(Data under study Opens)

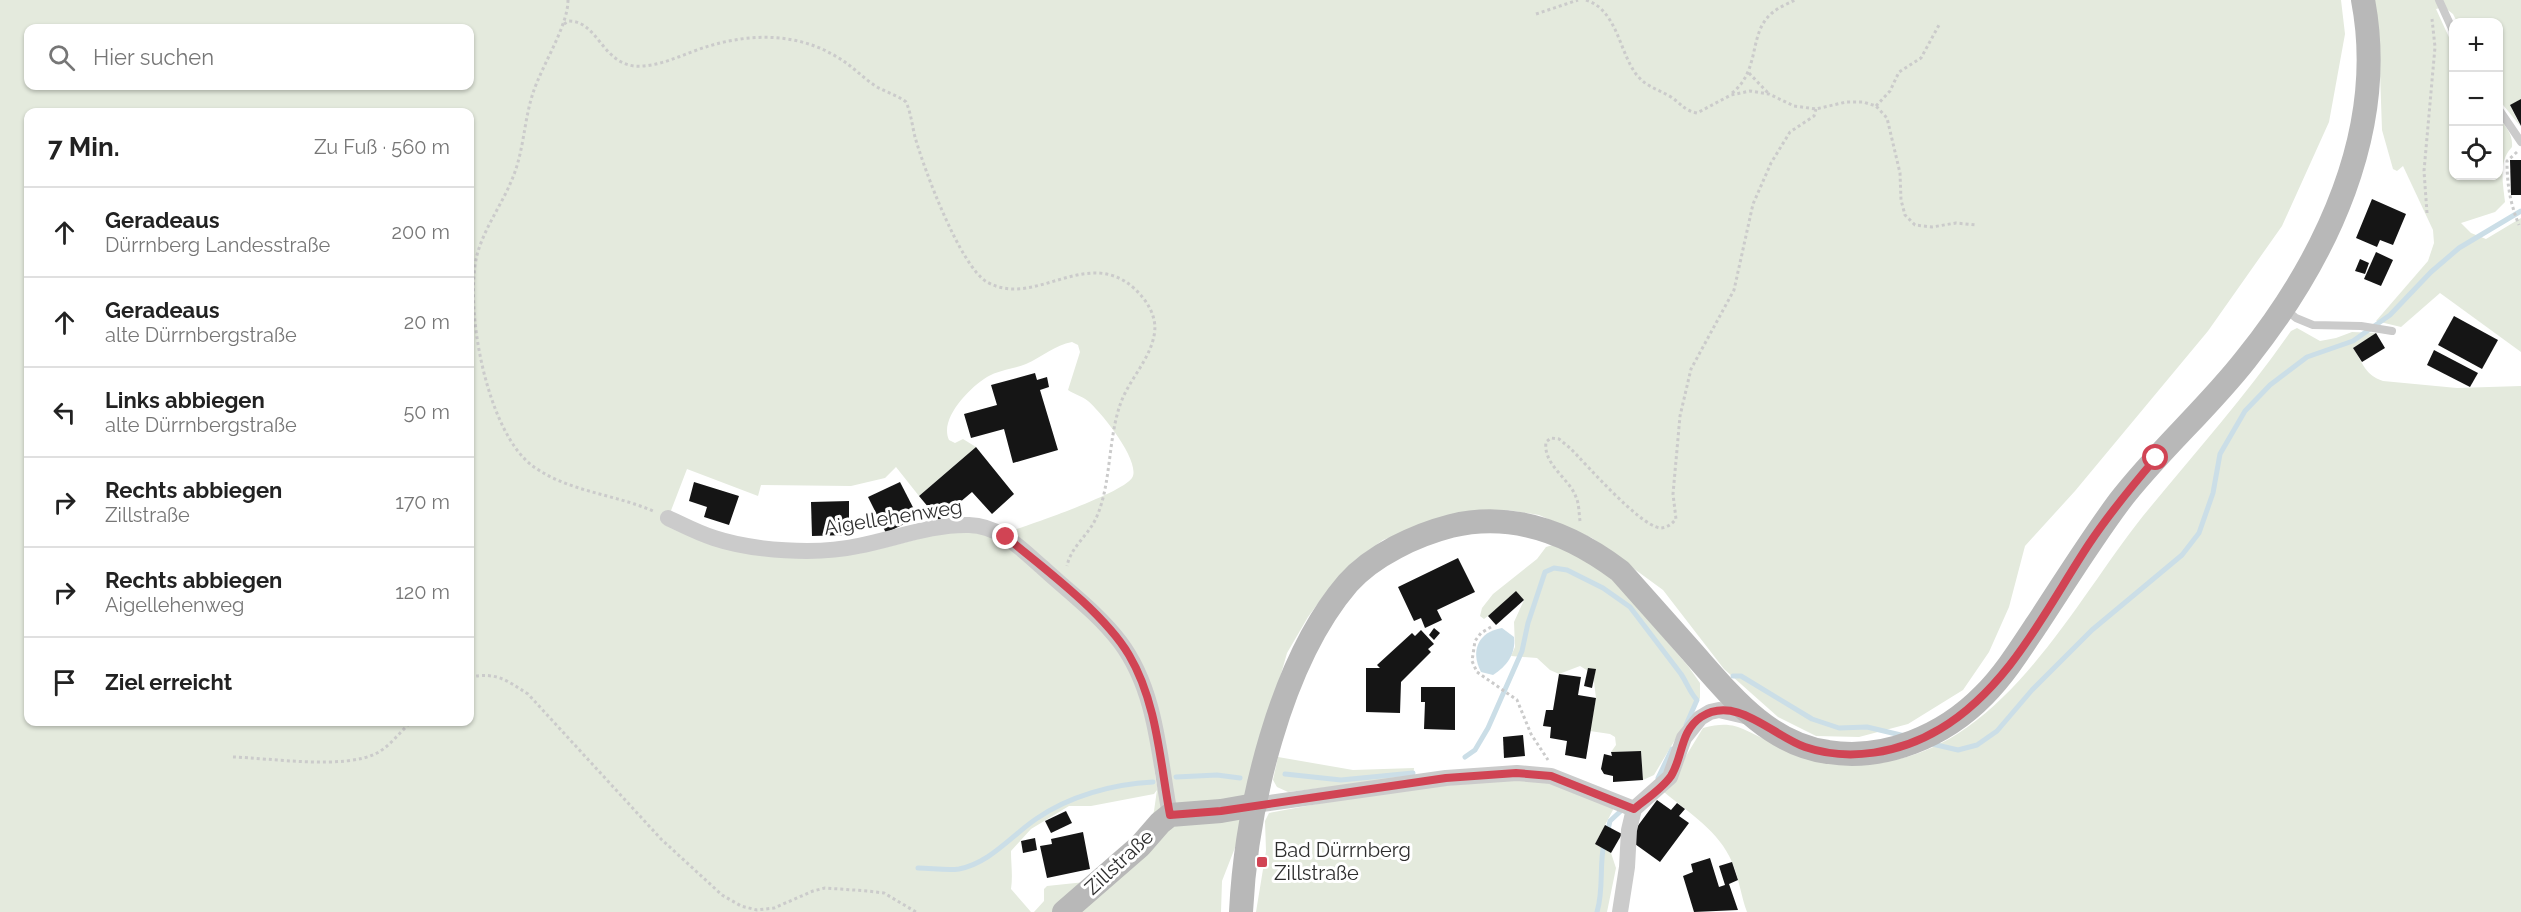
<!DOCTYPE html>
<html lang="de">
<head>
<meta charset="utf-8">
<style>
	body { margin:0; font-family:Raleway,sans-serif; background:#f6f6f6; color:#222 }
	.controls { position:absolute; right:18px; top:18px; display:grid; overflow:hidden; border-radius:12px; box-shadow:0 2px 4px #0004 }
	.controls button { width:54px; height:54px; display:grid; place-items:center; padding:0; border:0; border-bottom:2px solid #e0e0e0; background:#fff; color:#222; font:30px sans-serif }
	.stop { position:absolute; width:18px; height:18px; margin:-14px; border:4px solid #d14454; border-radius:50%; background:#fff }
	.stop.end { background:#d14454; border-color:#fff; box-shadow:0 2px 6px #0008 }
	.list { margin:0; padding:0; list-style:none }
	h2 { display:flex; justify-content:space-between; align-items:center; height:78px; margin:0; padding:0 24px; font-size:26px }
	h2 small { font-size:20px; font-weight:400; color:#767676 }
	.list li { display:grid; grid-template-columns:39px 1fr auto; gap:18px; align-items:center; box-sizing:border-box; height:90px; padding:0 24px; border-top:2px solid #e0e0e0 }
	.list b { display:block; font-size:22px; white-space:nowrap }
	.list p { margin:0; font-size:20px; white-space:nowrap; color:#767676 }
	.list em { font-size:20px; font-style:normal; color:#767676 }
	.icon { flex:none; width:33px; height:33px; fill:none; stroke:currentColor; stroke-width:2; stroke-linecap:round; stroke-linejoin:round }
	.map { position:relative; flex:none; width:2521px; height:912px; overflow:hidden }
	.search { position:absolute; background:#fff; box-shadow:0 2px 4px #0004; left:24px; top:24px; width:450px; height:66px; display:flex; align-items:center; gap:15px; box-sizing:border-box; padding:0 21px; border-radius:12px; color:#767676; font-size:22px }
	.panel { position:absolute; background:#fff; box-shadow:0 2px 4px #0004; left:24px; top:108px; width:450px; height:618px; border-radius:12px }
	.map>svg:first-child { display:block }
	.green { fill:#e4eadd; fill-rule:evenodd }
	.water { fill:#cbdee7 }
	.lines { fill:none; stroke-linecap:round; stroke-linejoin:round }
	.stream { stroke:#cbdee7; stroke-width:5 }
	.building { fill:#151515 }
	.path { stroke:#cbcbcb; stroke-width:3; stroke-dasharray:3 3; stroke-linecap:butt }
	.lane { stroke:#cbcbcb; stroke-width:8 }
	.street { stroke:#cbcbcb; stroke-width:16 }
	.secondary { stroke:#b8b8b8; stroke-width:24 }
	.route { stroke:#d14454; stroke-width:8 }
	.poi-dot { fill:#d14454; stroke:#fff; stroke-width:2 }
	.labels { text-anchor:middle; stroke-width:6; stroke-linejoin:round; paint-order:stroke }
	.street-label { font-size:20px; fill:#2e2e2e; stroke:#fff }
	.poi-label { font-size:20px; fill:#2e2e2e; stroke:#fff; text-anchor:start }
</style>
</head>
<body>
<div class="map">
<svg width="2521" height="912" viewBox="0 0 2521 912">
	<rect width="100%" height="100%" fill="#fff"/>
	<g class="green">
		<path d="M0,0H2341L2345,34L2329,122L2282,226L2208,331L2075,491L2025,546L2009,607L1989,652L1963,690L1908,724L1859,737L1816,736L1778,717L1724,669L1663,590L1592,538L1539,515L1508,510H1478L1446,516L1383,540L1355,560L1330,587L1308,617L1287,653L1256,763L1246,791L1238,840L1222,881L1221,912H1034L1044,901V889L1047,886L1085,882L1121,856L1139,840L1149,825L1154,811L1157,790L1154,794L1091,806H1069L1031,829L1011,851C1011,864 1013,876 1011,889L1031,912H0ZM28,28H470V86H28ZM28,112H470V722H28ZM1072,342L1078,345L1080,352L1068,390C1074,394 1082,396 1088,401C1100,411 1142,462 1132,478C1122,493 1035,523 1014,530L1007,529C1051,566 1110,608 1137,658C1157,696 1164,740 1171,782L1158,789C1154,775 1154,759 1152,744C1149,725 1144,705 1137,687C1123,651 1096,623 1069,597C1048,578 1013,542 987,533C959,524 908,543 879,549C810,563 729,557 667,521L687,469L758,496L761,485L851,486L885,478L896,467L919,496L976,447L963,439L955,443L949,440C939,419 969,388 987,377C998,370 1014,369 1026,364C1042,357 1055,345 1072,342Z"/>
		<path d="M2371,0H2521V99L2510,106L2521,127L2499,100L2498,22H2457L2453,14L2444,7L2436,9L2453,46L2454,176H2498L2499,118C2506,127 2513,134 2512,147C2498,161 2503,183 2505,202L2495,212L2461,223L2471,233L2486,239L2521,218V352L2440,293L2401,327L2376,321L2428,261L2434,243L2433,230L2403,166L2397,171L2393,169L2382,130L2379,44Z"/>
		<path d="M2297,328L2320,341L2336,338L2352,332L2376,333L2353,348C2363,363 2365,375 2383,381L2457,388L2521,386V912H1747C1741,896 1739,878 1732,862C1719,831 1689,813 1664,792L1703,728C1737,719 1742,731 1772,742C1784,747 1877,762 1888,761C2005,743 2076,600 2143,516C2193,455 2246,396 2291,331Z"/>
		<path d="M1556,544L1608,573L1688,666L1700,683V698L1654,775L1643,780L1641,751L1611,752L1616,745L1615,737L1610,734L1590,731L1596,698L1593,674L1580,666L1559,674L1550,670L1537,658L1511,656L1515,647L1514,622L1524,600L1516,592L1488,616L1484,619L1480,616L1482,608L1493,594L1537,559L1546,547Z"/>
		<path d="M1278,757L1353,770L1414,768L1413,777L1288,792L1277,787L1273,780Z"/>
		<path d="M1536,778L1614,808L1595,844L1611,853L1616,868L1607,912H1256L1266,851L1265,821L1269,813L1387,791Z"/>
	</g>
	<path class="water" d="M1502,628L1514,637C1516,654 1507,666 1493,675L1481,672C1470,651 1478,632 1502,628Z"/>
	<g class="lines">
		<g class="stream">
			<path d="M1733,676H1741L1812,719L1839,728L1867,727L1905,736"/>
			<path d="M1928,743L1958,750L1977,745L1997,731L2032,690L2092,630L2182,555L2199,533L2213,493L2220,454L2245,411L2270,385L2307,357L2353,341L2390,315L2431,272L2459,248L2521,211"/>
			<path d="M1465,757L1475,750L1488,728L1522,651L1528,623L1545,572L1554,568L1567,570L1603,588L1630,607L1681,674C1687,683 1690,693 1697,700L1686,725"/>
			<path d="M1285,774L1341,780L1413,773"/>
			<path d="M1176,777L1217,775L1240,778"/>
			<path d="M1658,778L1672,749"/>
			<path d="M1607,834L1610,821L1624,808"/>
			<path d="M918,868C931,868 947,871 959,869C990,863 1011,836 1036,819C1069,796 1113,784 1153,782"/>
			<path d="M1597,912C1604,889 1599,866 1604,843"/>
		</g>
	</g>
	<g class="building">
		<path d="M2521,99V126L2510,105Z"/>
		<path d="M2510,160H2521V195H2511Z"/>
		<path d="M2372,199L2406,214L2393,245L2380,240L2377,247L2356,238Z"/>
		<path d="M2376,252L2393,260L2381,286L2364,279Z"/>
		<path d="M2360,259L2369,263L2365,274L2355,271Z"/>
		<path d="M2454,316L2498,340L2482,369L2438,345Z"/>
		<path d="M2376,333L2385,348L2362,362L2353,348Z"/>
		<path d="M2434,350L2478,373L2470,387L2427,365Z"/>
		<path d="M1035,373L1037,380L1047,377L1049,387L1040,390L1058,450L1013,463L1004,429L971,438L964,414L997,405L991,385Z"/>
		<path d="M976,447L1014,494L992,514L972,492L939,520L919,496Z"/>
		<path d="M694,482L739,496L729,525L704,517L707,507L689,501Z"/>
		<path d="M900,482L918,517L886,533L868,497Z"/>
		<path d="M849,501V535L812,536L811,502Z"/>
		<path d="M1458,558L1475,592L1437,610L1442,620L1425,628L1421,618L1414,621L1398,587Z"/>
		<path d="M1516,591L1524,600L1496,625L1488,616Z"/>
		<path d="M1434,628L1440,633L1434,640L1429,635Z"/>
		<path d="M1421,630L1434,644L1428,649L1431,652L1401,682L1400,713L1366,712V668H1380L1377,665L1412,633L1415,636Z"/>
		<path d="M1588,668L1596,669L1592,688L1584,686Z"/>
		<path d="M1559,674L1581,677L1578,695L1596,698L1586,759L1565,755L1567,741L1550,738L1551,727L1543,726L1546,710H1553Z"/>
		<path d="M1421,687H1455V730L1424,729L1425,702H1421Z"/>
		<path d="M1523,735L1525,756L1504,758L1503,737Z"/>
		<path d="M1641,751L1643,780L1613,782V776L1604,774L1601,769L1604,754L1612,756L1611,752Z"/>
		<path d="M1657,800L1671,810L1677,803L1685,809L1679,816L1689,823L1660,862L1628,839Z"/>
		<path d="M1066,811L1072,823L1051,833L1045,821Z"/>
		<path d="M1605,825L1622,834L1611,853L1595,844Z"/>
		<path d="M1083,832L1090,869L1047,878L1040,846L1052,844L1051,839Z"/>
		<path d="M1035,838L1037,850L1023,853L1021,841Z"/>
		<path d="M1710,858L1719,887L1725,885L1719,866L1732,862L1738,880L1729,884L1738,910L1694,912L1683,876L1693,872L1691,864Z"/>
	</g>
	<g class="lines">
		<g class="path">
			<path d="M568,0C568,26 542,65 533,93C524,120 524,150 513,177C503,203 484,228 477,255C464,309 487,434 534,467C570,492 614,494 653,511"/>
			<path d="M1586,0C1617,10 1619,51 1636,74C1646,87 1658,89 1671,97C1682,104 1683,110 1697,113L1731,95L1750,91L1769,94L1794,106L1816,109L1846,102H1863L1876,106L1887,118L1900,173L1901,200L1905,215L1915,225L1932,227L1956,223L1976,225"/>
			<path d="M1536,14L1578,0"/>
			<path d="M564,24L569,21C597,21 602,62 634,66C659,68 685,53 709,46C752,33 798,33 837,57C851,65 861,76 874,85C884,92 896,94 906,102C911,113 912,125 915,137C924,169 960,266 987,282C1038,311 1094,236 1144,299C1152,310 1157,322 1154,336C1149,361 1128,381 1120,405C1108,440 1111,484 1097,516C1090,534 1071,546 1067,566"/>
			<path d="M1749,73L1768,93"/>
			<path d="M1732,93C1761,70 1748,34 1771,14C1777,8 1787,4 1795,0"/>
			<path d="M1876,106L1890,91L1899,72L1921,58L1939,25"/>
			<path d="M2517,152L2507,161C2507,184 2510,203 2519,225"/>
			<path d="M2427,213L2424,171L2435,47L2432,19"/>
			<path d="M1580,521C1579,514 1579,503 1576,497C1569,478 1543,465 1546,442L1551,438L1559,439L1570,448C1587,465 1639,525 1660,528C1667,528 1672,524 1676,519L1673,494L1680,416L1691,369L1734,290L1753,204L1771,163L1790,132L1814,116L1816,109"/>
			<path d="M1491,627L1481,633L1475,641L1472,661L1477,672L1517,700L1531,734L1548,760"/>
			<path d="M470,677C497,672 506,680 528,694L661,839L722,895L741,906L757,910L774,908L813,891L825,888L868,891L884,893L916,912"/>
			<path d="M233,757C270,758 345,770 377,753C390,746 400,732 411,722"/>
		</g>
		<g class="lane">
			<path d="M2439,0L2454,33"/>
			<path d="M2498,108L2521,142"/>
			<path d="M2284,308L2296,318L2313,325L2361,326L2392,331"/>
		</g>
		<g class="street">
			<path d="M668,518C683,525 698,533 714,538C753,551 817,555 858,546C895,539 931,524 969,525C1000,526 1020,548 1042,567C1068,591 1099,614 1120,642C1157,691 1159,758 1170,815"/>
			<path d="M1255,805L1446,778L1517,773L1551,776L1634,809"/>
			<path d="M1620,912L1627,867L1629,830L1634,809L1670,777L1684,738L1700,718L1710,712L1719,710L1749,717"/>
		</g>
		<g class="secondary">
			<path d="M1064,912L1140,846L1160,823L1170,815L1221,811L1255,805"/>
			<path d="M1241,912C1246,809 1280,662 1348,583C1373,555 1416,535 1451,526C1513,511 1571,534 1620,571C1644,598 1668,625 1692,652C1730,695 1768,744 1828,752C1885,761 1944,736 1984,695C2005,674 2021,648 2037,624C2064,583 2090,541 2119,502C2158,451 2207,409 2246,359C2326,259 2388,130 2363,0"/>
		</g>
	</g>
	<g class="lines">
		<path class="route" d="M1006,537C1045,569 1104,613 1129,655C1157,702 1160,762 1170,815L1221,811L1446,778L1516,773L1551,776L1634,809C1646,799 1662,789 1671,776C1683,757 1680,731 1701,717C1736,694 1773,736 1805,747C1849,762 1900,753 1940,729C2009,688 2046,609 2089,544C2109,514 2132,486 2156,458"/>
	</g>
	<rect class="poi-dot" x="1256" y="856" width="12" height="12" rx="3"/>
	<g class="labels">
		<g class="street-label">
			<text transform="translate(893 517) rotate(-9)" y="7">Aigellehenweg</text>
			<text transform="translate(1119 862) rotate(-43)" y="7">Zillstraße</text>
		</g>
		<g class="poi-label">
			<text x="1274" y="857">Bad Dürrnberg<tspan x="1274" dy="23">Zillstraße</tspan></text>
		</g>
	</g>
</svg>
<div class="controls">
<button>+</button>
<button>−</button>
<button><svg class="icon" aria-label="locate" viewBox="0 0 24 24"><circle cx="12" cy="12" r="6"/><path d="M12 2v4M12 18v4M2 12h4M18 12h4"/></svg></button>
</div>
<div class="stop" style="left:2156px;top:458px"></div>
<div class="stop end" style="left:1006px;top:537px"></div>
<div class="search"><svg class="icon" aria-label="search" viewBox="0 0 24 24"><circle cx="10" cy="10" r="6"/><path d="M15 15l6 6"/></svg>Hier suchen</div>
<section class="panel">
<h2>7 Min.<small>Zu Fuß · 560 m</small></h2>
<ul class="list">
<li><svg class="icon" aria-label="ahead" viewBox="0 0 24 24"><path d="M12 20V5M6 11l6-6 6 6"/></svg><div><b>Geradeaus</b><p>Dürrnberg Landesstraße</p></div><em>200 m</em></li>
<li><svg class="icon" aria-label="ahead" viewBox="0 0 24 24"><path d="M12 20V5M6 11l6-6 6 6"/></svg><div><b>Geradeaus</b><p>alte Dürrnbergstraße</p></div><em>20 m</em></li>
<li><svg class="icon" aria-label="left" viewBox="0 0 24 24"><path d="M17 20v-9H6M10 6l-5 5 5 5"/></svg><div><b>Links abbiegen</b><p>alte Dürrnbergstraße</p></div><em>50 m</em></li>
<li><svg class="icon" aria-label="right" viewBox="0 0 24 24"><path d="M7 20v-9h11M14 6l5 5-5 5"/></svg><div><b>Rechts abbiegen</b><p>Zillstraße</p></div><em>170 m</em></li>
<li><svg class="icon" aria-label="right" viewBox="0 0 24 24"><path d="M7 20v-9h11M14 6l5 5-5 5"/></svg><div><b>Rechts abbiegen</b><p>Aigellehenweg</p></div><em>120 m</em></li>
<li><svg class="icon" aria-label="arrive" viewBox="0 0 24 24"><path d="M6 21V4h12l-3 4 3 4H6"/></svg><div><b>Ziel erreicht</b></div></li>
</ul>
</section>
</div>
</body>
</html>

(Data under study Closes)

> _Your goal_
Write out, word for word, the lines from the first line of the entries through the one containing "position:absolute; width:18px; height:18px;", both included. Leave out the pictures.

> _Finished task_
<!DOCTYPE html>
<html lang="de">
<head>
<meta charset="utf-8">
<style>
	body { margin:0; font-family:Raleway,sans-serif; background:#f6f6f6; color:#222 }
	.controls { position:absolute; right:18px; top:18px; display:grid; overflow:hidden; border-radius:12px; box-shadow:0 2px 4px #0004 }
	.controls button { width:54px; height:54px; display:grid; place-items:center; padding:0; border:0; border-bottom:2px solid #e0e0e0; background:#fff; color:#222; font:30px sans-serif }
	.stop { position:absolute; width:18px; height:18px; margin:-14px; border:4px solid #d14454; border-radius:50%; background:#fff }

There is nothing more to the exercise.